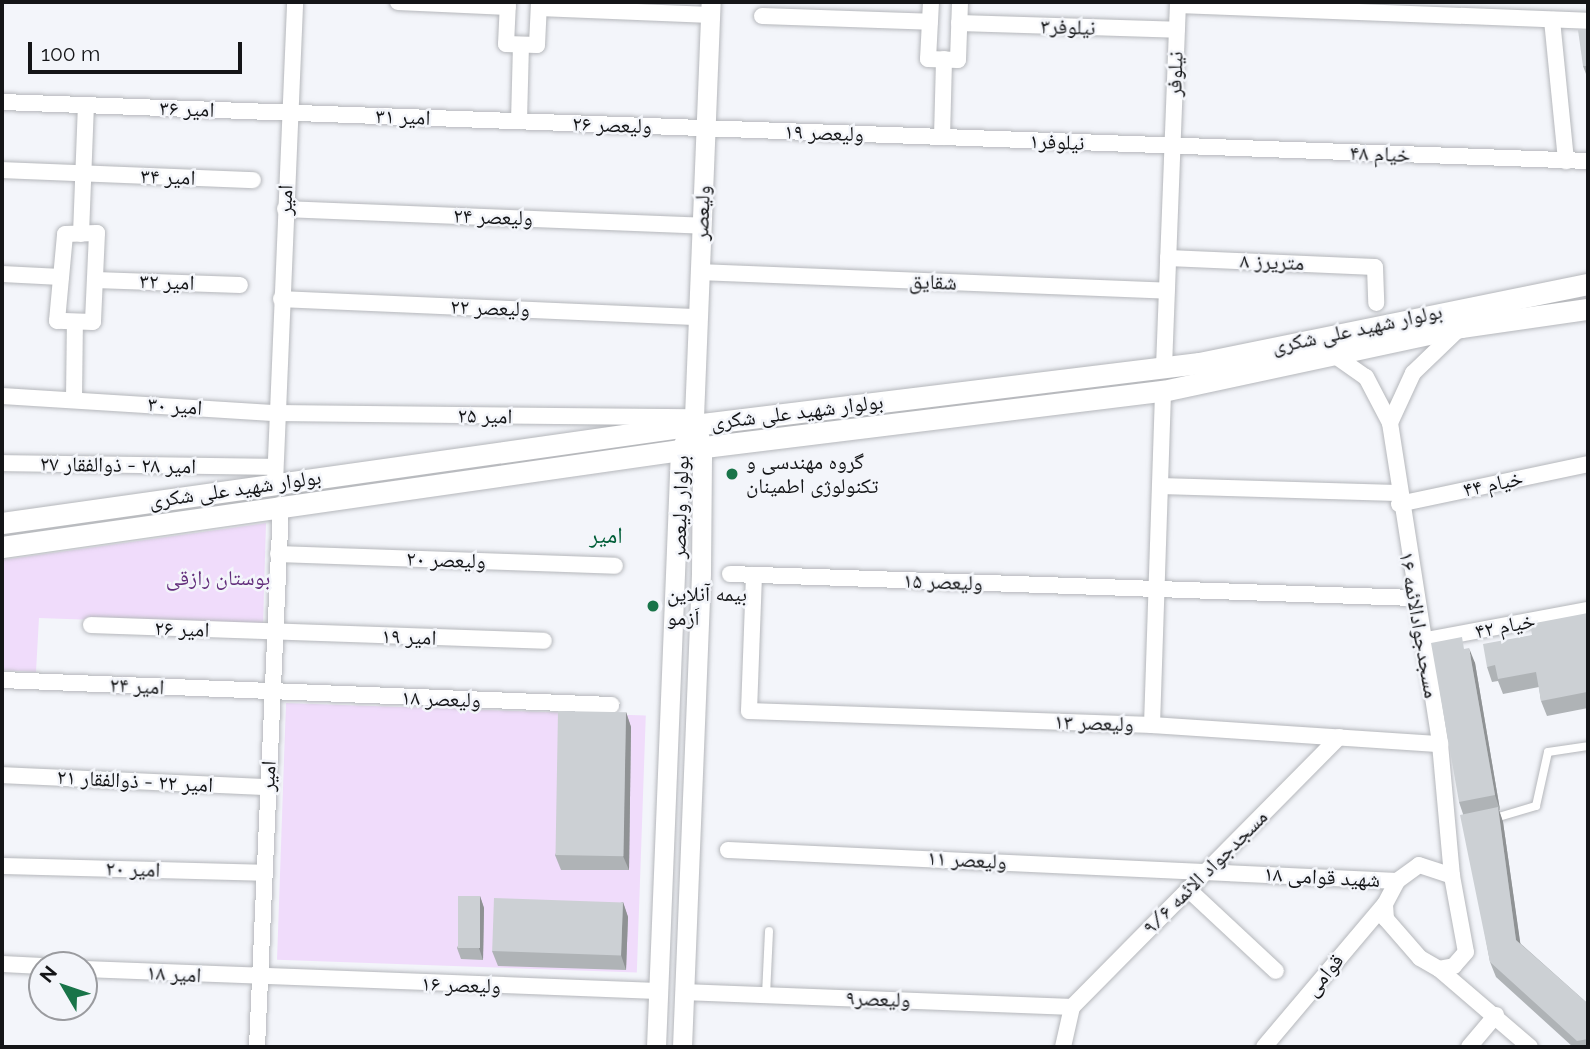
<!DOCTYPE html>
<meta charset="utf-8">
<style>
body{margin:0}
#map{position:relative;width:1590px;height:1049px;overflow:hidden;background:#f3f5fa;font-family:Raleway,"Noto Naskh Arabic",sans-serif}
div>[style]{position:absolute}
.green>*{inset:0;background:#f0dcfb;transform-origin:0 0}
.roads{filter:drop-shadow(0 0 2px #b5b7bb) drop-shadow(0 0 2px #b5b7bb)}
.service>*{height:8px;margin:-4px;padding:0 4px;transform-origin:4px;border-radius:4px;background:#fff}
.minor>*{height:16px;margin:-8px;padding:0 8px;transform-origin:8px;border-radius:8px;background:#fff}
.tertiary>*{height:19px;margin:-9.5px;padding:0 9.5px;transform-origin:9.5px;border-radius:9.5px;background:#fff}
.secondary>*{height:21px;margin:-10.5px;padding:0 10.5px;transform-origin:10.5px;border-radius:10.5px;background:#fff}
.wall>*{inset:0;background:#afb3b6}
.shaded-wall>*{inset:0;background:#8f9294}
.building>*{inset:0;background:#ccd0d4;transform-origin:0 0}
.dots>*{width:19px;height:19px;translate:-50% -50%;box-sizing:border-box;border:4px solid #f3f5fa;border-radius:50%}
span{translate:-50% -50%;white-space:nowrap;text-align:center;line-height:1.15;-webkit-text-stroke:5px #f3f5fa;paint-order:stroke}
.street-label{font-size:21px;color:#141517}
.poi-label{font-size:21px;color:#141517}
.left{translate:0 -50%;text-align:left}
.park-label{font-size:21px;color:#622d7b}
.neighbourhood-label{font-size:23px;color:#015e38}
.frame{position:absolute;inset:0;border:4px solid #141517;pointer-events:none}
.north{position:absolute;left:28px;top:951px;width:70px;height:70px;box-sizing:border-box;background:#f3f5fa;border:2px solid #9a9b9f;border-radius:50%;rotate:309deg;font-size:19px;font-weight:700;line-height:28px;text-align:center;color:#141517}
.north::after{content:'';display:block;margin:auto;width:24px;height:32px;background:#197449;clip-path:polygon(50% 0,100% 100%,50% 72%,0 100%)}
.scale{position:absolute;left:28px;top:42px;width:214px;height:32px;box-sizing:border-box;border:4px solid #141517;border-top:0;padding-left:9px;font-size:21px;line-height:24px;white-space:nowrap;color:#141517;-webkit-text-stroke:5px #f3f5fa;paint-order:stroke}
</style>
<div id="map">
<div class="green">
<i style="clip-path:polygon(266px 523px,263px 626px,39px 618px,36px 672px,2px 670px,2px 560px)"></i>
<i style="left:286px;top:703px;width:360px;height:257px;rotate:2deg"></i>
</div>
<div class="roads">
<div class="service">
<i style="left:1492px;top:819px;width:46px;rotate:-16.5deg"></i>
<i style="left:1536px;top:806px;width:55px;rotate:-77.5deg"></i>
<i style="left:1548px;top:752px;width:40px;rotate:-8.5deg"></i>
<i style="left:766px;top:995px;width:64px;rotate:-87.3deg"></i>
</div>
<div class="minor">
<i style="left:398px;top:2px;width:110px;rotate:2.6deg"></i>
<i style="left:508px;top:2px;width:42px;rotate:92.7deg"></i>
<i style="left:506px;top:44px;width:31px;rotate:2deg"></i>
<i style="left:537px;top:45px;width:43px;rotate:-87.3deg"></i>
<i style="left:931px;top:2px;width:57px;rotate:93deg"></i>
<i style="left:928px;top:59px;width:30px;rotate:2deg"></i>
<i style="left:958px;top:60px;width:58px;rotate:-88deg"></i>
<i style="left:1178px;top:5px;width:410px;rotate:2.2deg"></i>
<i style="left:539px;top:8px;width:172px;rotate:2.3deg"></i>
<i style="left:762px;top:16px;width:168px;rotate:2deg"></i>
<i style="left:1552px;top:20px;width:142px;rotate:84.3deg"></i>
<i style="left:959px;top:23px;width:218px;rotate:1.8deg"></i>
<i style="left:2px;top:102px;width:1587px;rotate:2.13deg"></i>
<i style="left:519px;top:121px;width:76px;rotate:-88.5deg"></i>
<i style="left:942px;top:137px;width:78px;rotate:-88.5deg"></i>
<i style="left:2px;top:170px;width:251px;rotate:2.3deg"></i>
<i style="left:285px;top:209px;width:417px;rotate:2.3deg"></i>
<i style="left:97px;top:233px;width:89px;rotate:92.6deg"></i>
<i style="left:93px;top:322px;width:36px;rotate:-178deg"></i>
<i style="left:57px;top:321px;width:87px;rotate:-84.7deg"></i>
<i style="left:65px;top:234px;width:32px;rotate:-2deg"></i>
<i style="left:81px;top:234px;width:129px;rotate:-87.8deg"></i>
<i style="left:1168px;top:258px;width:207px;rotate:2.5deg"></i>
<i style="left:1375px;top:267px;width:36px;rotate:88deg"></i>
<i style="left:700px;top:272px;width:467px;rotate:2.3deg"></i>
<i style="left:2px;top:274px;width:59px;rotate:2.9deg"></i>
<i style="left:95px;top:280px;width:145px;rotate:2deg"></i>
<i style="left:281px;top:299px;width:417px;rotate:2.5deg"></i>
<i style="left:1334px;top:355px;width:39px;rotate:35deg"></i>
<i style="left:1366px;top:377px;width:52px;rotate:62.4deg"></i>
<i style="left:1390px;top:423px;width:325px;rotate:81.1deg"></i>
<i style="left:1440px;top:744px;width:133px;rotate:84.8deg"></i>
<i style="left:1164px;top:367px;width:365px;rotate:-87.8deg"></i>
<i style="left:2px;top:396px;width:275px;rotate:3.6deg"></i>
<i style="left:276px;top:413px;width:416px;rotate:0.6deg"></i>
<i style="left:74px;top:399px;width:77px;rotate:-89.3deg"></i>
<i style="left:1390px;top:423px;width:55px;rotate:-65.3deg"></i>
<i style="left:1413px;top:373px;width:66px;rotate:-43.8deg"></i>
<i style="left:2px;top:463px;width:273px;rotate:0.8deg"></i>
<i style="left:275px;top:483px;width:481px;rotate:-87.6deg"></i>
<i style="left:1160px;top:486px;width:237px;rotate:1.7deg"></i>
<i style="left:1399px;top:504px;width:193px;rotate:-11.9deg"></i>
<i style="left:278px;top:554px;width:337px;rotate:2deg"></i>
<i style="left:730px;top:574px;width:685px;rotate:2.01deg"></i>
<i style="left:754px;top:575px;width:136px;rotate:92.1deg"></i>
<i style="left:749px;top:711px;width:403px;rotate:2deg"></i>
<i style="left:1152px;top:725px;width:289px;rotate:3.8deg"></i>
<i style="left:91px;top:625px;width:453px;rotate:2deg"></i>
<i style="left:1422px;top:641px;width:169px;rotate:-10.6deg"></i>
<i style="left:2px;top:680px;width:610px;rotate:2.35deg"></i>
<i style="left:1152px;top:725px;width:334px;rotate:-88.1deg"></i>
<i style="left:2px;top:775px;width:265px;rotate:2.6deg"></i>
<i style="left:728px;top:850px;width:670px;rotate:2.65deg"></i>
<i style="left:1419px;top:865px;width:35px;rotate:18deg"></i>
<i style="left:1452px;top:876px;width:77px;rotate:79.6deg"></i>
<i style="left:1466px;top:952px;width:18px;rotate:131deg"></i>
<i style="left:1454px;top:966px;width:15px;rotate:169deg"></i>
<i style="left:1439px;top:969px;width:22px;rotate:-150deg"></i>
<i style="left:1420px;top:958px;width:52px;rotate:-131.1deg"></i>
<i style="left:1386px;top:919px;width:15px;rotate:-94deg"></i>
<i style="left:1385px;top:904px;width:26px;rotate:-62deg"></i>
<i style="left:1397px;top:881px;width:27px;rotate:-36deg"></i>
<i style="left:2px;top:866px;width:262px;rotate:1.5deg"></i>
<i style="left:1188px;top:889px;width:120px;rotate:43deg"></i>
<i style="left:2px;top:964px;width:40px;rotate:2.9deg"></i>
<i style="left:84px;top:969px;width:574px;rotate:2.19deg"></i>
<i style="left:1439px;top:969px;width:120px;rotate:40.6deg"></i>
<i style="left:684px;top:992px;width:388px;rotate:2.2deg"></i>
<i style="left:1072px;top:1007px;width:380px;rotate:-45.3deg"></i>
<i style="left:257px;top:1047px;width:543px;rotate:-87.46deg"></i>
<i style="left:1063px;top:1047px;width:41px;rotate:-77.3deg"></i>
<i style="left:1264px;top:1047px;width:187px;rotate:-49.8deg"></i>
<i style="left:1469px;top:1047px;width:42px;rotate:-49.8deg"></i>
</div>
<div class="tertiary">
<i style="left:656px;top:1047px;width:597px;rotate:-87.7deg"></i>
<i style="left:680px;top:450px;width:13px;rotate:-63deg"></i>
<i style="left:682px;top:1047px;width:474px;rotate:-87.7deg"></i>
<i style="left:701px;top:573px;width:126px;rotate:-89.5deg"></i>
<i style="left:702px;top:447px;width:31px;rotate:-105deg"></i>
<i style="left:694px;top:417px;width:415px;rotate:-87.7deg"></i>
</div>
<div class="secondary">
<i style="left:2px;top:523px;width:699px;rotate:-8.06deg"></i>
<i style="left:694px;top:425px;width:509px;rotate:-7deg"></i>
<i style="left:1199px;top:363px;width:397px;rotate:-11.5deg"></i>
<i style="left:2px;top:547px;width:685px;rotate:-8.14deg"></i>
<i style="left:680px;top:450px;width:487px;rotate:-7deg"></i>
<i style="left:1163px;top:391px;width:305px;rotate:-12.1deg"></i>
<i style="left:1461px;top:327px;width:128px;rotate:-8.1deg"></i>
</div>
</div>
<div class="wall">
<i style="clip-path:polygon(1588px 30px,1588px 73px,1586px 74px,1583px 66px)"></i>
<i style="clip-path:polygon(1588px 613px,1588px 708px,1547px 716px,1541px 701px,1539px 687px,1503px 694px,1498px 681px,1492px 682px,1487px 667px,1532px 635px)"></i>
<i style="clip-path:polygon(1466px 649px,1475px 663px,1500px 810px,1499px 810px,1503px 822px,1520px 943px,1586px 1002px,1588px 1002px,1588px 1047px,1573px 1047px,1496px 977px,1490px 962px,1463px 814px,1459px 802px)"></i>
<i style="clip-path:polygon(626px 712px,631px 727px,629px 870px,561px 870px,555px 855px)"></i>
<i style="clip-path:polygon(480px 896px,484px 908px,483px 960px,461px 959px,457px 948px)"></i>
<i style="clip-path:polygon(623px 902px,628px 917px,626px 970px,498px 966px,492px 951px)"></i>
</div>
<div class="shaded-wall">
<i style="clip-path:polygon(1469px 648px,1475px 663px,1500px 810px,1495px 795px)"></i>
<i style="clip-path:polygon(626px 712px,631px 727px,629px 870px,623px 856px)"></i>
<i style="clip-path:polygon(1498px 807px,1503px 822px,1522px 955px,1516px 940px)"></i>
<i style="clip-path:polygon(480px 896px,484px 908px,483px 960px,479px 948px)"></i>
<i style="clip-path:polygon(623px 902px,628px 917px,626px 970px,621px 955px)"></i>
</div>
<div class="building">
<i style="clip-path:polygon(1578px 30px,1588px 30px,1588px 66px,1583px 66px)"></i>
<i style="clip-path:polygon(1588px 613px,1588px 701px,1587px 692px,1541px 701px,1536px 672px,1498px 679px,1495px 665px,1487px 667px,1483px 644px,1532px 635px,1530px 624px)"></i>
<i style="clip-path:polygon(1462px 637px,1464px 649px,1469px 648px,1495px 795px,1459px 802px,1431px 643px)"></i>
<i style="left:558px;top:711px;width:68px;height:144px;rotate:1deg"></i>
<i style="clip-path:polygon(1498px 807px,1516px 940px,1586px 1002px,1588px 1002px,1588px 1039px,1577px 1041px,1490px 962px,1460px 815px)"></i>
<i style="left:458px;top:896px;width:22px;height:52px"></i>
<i style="left:494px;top:898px;width:129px;height:53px;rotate:2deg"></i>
</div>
<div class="dots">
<i style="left:732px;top:474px;background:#197449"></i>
<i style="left:653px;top:606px;background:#197449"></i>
</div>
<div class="street-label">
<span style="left:1068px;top:27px;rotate:2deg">نیلوفر۳</span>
<span style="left:1175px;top:74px;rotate:-88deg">نیلوفر</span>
<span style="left:187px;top:109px;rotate:2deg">امیر ۳۶</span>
<span style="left:403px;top:117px;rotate:2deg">امیر ۳۱</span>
<span style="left:612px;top:125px;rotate:2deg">ولیعصر ۲۶</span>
<span style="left:824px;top:133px;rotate:2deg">ولیعصر ۱۹</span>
<span style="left:1057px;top:142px;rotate:2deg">نیلوفر۱</span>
<span style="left:1380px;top:154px;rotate:2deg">خیام ۴۸</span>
<span style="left:168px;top:177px;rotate:2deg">امیر ۳۴</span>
<span style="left:285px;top:200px;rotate:-88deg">امیر</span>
<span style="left:702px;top:213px;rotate:-88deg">ولیعصر</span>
<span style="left:493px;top:217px;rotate:2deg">ولیعصر ۲۴</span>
<span style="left:1272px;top:262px;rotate:2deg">۸ متریرز</span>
<span style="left:167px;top:282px;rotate:2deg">امیر ۳۲</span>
<span style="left:933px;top:282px;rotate:2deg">شقایق</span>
<span style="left:490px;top:308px;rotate:2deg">ولیعصر ۲۲</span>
<span style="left:1357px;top:329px;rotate:-12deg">بولوار شهید علی شکری</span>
<span style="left:175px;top:406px;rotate:4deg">امیر ۳۰</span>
<span style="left:797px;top:412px;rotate:-7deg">بولوار شهید علی شکری</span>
<span style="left:485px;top:416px;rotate:1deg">امیر ۲۵</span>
<span style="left:118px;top:465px;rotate:1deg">امیر ۲۸ - ذوالفقار ۲۷</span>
<span style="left:1493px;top:484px;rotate:-12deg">خیام ۴۴</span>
<span style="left:235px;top:489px;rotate:-8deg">بولوار شهید علی شکری</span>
<span style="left:680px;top:507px;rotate:-88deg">بولوار ولیعصر</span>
<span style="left:446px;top:560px;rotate:2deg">ولیعصر ۲۰</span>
<span style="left:943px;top:582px;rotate:2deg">ولیعصر ۱۵</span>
<span style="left:1419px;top:625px;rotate:80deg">مسجدجوادالائمه ۱۶</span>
<span style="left:1505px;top:626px;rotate:-11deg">خیام ۴۲</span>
<span style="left:182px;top:629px;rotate:2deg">امیر ۲۶</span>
<span style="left:409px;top:637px;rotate:2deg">امیر ۱۹</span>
<span style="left:137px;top:686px;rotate:3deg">امیر ۲۴</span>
<span style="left:441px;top:699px;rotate:2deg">ولیعصر ۱۸</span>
<span style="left:1094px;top:723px;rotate:2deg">ولیعصر ۱۳</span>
<span style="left:268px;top:776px;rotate:-87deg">امیر</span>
<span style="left:135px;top:781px;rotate:3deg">امیر ۲۲ - ذوالفقار ۲۱</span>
<span style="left:967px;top:860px;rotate:3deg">ولیعصر ۱۱</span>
<span style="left:133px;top:869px;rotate:2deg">امیر ۲۰</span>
<span style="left:1205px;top:872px;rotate:-45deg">مسجدجواد الائمه ۹/۶</span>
<span style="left:1322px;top:877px;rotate:3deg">شهید قوامی ۱۸</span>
<span style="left:174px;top:974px;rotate:3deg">امیر ۱۸</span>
<span style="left:1324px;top:975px;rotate:-50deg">قوامی</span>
<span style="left:461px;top:985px;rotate:2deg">ولیعصر ۱۶</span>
<span style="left:878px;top:999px;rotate:2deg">ولیعصر۹</span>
</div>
<div class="poi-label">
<span class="left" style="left:746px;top:474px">گروه مهندسی و<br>تکنولوژی اطمینان</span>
<span class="left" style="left:667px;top:606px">بیمه آنلاین<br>اَزمو</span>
</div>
<div class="park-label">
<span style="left:218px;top:578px">بوستان رازقی</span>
</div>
<div class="neighbourhood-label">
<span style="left:606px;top:535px">امیر</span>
</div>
<div class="frame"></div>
<div class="north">N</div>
<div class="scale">100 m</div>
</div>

**EXERCISE PROMPT**. Which lines in the listing have the string "shaded"? Pick them out and copy them.

**RESULT OF THIS TASK**.
.shaded-wall>*{inset:0;background:#8f9294}
<div class="shaded-wall">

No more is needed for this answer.